Starting at the line with "I am building a map index. Read", repeat every line exactly until the records end, including the last one.

◆ Provided information ◆
►

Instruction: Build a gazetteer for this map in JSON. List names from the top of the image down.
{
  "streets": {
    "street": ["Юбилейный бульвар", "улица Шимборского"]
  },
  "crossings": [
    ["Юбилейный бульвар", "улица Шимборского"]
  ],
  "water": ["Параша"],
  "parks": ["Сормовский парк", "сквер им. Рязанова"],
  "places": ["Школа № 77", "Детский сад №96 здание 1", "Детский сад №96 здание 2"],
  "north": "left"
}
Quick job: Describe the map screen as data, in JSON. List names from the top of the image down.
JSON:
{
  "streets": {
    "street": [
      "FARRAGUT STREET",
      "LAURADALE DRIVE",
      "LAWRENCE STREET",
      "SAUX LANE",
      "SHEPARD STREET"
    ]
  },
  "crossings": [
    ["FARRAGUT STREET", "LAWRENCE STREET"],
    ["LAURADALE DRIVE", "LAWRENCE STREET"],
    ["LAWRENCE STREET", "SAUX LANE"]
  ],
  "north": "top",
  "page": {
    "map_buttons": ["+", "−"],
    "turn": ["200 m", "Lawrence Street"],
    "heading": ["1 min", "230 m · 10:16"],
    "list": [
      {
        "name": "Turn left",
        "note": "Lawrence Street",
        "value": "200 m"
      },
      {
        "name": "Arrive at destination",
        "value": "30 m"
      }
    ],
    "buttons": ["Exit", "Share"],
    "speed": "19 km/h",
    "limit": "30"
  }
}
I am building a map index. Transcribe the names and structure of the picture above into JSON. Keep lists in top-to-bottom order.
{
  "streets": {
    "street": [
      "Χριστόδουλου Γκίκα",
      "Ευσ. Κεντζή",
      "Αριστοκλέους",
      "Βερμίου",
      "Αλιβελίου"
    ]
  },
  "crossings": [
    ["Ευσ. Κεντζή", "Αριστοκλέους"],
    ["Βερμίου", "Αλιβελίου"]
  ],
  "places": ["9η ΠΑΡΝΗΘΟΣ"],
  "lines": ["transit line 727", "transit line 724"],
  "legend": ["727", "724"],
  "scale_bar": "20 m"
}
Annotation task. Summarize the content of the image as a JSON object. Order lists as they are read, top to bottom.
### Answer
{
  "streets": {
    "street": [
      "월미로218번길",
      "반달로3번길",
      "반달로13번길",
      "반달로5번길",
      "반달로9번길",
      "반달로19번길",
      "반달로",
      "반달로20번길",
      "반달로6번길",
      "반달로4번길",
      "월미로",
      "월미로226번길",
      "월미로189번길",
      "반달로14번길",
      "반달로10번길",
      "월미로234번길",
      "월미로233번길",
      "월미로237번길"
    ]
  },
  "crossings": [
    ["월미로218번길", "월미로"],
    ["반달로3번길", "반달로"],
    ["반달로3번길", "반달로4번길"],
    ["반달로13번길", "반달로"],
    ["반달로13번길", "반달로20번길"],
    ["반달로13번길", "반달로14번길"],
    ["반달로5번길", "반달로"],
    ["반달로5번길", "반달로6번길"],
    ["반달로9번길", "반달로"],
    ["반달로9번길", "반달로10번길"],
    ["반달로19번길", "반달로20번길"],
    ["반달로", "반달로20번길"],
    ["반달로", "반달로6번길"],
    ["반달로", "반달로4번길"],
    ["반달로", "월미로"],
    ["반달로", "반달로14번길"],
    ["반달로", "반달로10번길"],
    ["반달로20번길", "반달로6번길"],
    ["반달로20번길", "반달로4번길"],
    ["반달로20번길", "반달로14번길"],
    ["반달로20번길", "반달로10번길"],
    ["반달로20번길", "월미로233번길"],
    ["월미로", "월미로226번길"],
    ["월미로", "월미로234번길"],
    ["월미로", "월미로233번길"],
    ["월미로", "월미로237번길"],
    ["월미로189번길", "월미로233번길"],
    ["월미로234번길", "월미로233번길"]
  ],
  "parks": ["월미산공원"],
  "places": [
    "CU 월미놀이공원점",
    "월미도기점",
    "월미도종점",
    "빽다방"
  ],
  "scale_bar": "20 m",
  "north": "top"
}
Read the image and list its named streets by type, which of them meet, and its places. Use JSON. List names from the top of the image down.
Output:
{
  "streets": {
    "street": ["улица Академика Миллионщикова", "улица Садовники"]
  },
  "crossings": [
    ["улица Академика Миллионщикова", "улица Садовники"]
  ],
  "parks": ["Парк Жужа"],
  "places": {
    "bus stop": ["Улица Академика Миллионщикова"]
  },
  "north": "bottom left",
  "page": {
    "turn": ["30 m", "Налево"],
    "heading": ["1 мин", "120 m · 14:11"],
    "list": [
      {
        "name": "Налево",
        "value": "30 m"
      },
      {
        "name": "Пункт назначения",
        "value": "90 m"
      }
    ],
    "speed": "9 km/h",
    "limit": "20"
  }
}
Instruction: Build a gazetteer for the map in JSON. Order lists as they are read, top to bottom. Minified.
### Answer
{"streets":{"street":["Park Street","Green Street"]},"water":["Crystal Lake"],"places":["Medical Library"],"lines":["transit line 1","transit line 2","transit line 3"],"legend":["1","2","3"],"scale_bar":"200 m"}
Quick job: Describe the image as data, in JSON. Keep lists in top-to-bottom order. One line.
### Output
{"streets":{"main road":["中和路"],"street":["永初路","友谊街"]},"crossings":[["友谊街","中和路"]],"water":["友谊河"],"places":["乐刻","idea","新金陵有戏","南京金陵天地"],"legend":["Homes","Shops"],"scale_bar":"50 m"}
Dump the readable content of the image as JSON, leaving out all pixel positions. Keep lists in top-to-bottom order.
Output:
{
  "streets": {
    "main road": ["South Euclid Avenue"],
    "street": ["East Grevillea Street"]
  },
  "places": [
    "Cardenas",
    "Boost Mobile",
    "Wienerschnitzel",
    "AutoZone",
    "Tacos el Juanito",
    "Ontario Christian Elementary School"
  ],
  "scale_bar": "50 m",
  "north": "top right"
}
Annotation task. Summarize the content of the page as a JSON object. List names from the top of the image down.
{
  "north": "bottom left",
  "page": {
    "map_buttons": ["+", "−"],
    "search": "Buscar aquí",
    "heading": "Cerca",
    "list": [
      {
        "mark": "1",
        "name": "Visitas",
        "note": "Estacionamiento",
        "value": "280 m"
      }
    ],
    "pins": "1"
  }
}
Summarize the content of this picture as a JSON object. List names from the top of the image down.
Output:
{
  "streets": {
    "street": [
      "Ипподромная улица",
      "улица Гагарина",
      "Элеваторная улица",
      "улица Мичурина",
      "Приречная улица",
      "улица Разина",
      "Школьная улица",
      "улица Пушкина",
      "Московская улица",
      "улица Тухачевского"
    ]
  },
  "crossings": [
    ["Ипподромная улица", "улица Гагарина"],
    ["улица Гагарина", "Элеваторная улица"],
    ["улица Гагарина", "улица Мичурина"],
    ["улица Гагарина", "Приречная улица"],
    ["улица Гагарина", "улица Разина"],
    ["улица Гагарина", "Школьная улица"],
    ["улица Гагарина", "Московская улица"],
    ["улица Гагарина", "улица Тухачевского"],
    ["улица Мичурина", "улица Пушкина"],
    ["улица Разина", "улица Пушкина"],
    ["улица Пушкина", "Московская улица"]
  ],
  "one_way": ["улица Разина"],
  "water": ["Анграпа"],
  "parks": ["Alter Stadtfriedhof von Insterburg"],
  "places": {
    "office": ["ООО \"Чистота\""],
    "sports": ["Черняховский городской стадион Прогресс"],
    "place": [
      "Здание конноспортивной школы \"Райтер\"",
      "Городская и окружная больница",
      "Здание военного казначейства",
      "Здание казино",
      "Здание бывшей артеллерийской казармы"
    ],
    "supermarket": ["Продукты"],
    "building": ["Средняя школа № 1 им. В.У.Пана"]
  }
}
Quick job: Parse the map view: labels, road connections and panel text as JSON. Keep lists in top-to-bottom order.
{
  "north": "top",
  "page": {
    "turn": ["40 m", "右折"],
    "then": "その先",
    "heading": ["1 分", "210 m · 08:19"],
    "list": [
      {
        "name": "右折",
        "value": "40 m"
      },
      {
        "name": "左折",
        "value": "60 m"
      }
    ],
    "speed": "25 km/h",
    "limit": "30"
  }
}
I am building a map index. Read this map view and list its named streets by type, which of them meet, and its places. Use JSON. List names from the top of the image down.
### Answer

◄

◆ Response for this exercise ◆
I am building a map index. Read this map view and list its named streets by type, which of them meet, and its places. Use JSON. List names from the top of the image down.
### Answer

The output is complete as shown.